PROBLEM TO SOLVE: Search the records below for the word "labels", then return every line where it appears.

RECORDS FOR PROCESSING:
☆ ☆ ☆

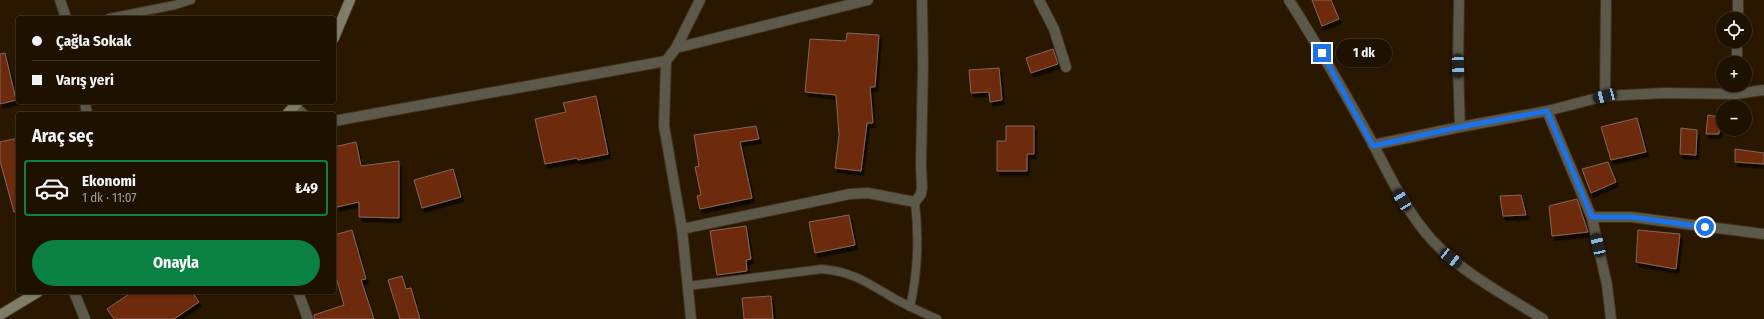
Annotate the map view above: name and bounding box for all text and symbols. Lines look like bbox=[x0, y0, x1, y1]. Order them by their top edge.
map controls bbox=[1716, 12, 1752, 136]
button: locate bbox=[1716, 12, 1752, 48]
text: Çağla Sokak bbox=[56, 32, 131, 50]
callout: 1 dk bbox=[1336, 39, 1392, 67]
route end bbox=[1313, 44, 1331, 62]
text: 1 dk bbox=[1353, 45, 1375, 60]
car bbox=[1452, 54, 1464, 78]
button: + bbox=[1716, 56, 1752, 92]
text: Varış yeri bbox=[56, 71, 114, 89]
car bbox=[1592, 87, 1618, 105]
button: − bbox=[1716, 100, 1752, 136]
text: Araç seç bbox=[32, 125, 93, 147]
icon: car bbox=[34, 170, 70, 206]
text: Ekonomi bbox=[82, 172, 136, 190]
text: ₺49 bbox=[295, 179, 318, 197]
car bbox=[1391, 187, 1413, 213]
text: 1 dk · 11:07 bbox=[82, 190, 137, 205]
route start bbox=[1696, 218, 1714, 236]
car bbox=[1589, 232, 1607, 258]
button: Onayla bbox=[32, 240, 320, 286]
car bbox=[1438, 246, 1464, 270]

☆ ☆ ☆

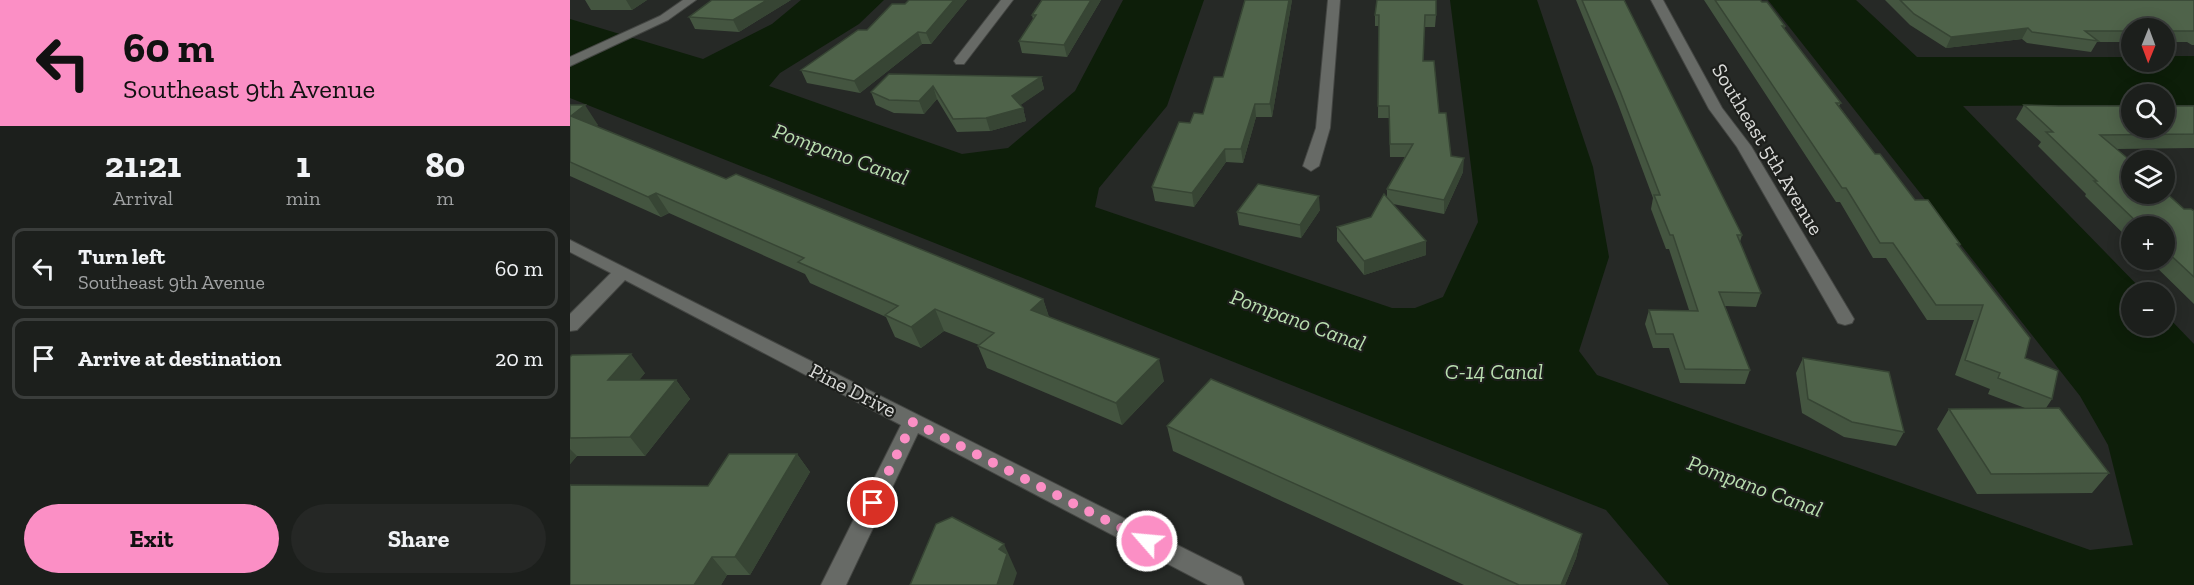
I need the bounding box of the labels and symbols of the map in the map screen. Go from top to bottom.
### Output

☆ ☆ ☆

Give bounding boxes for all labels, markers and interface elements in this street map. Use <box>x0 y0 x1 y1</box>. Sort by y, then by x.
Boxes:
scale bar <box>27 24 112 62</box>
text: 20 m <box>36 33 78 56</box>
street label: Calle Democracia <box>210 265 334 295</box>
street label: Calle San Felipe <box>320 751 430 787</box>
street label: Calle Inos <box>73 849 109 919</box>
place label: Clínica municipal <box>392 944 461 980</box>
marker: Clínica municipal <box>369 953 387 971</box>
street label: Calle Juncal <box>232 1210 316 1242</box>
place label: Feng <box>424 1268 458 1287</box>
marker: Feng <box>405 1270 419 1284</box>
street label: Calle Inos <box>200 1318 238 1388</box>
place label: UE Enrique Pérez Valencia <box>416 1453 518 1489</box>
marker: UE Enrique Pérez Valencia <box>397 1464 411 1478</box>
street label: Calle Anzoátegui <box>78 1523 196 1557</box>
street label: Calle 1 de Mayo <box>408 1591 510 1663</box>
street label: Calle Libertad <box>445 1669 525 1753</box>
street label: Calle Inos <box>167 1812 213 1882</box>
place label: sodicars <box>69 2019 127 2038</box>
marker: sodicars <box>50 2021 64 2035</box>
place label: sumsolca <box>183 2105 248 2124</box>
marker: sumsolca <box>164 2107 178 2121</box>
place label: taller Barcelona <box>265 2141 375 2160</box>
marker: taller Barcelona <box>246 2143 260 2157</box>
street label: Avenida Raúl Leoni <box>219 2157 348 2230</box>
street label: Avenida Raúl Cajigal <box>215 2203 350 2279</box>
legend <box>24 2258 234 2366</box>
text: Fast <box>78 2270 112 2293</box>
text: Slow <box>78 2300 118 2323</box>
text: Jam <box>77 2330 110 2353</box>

☆ ☆ ☆

RESULT OF THE TASK:
I need the bounding box of the labels and symbols of the map in the map screen. Go from top to bottom.
Give bounding boxes for all labels, markers and interface elements in this street map. Use <box>x0 y0 x1 y1</box>. Sort by y, then by x.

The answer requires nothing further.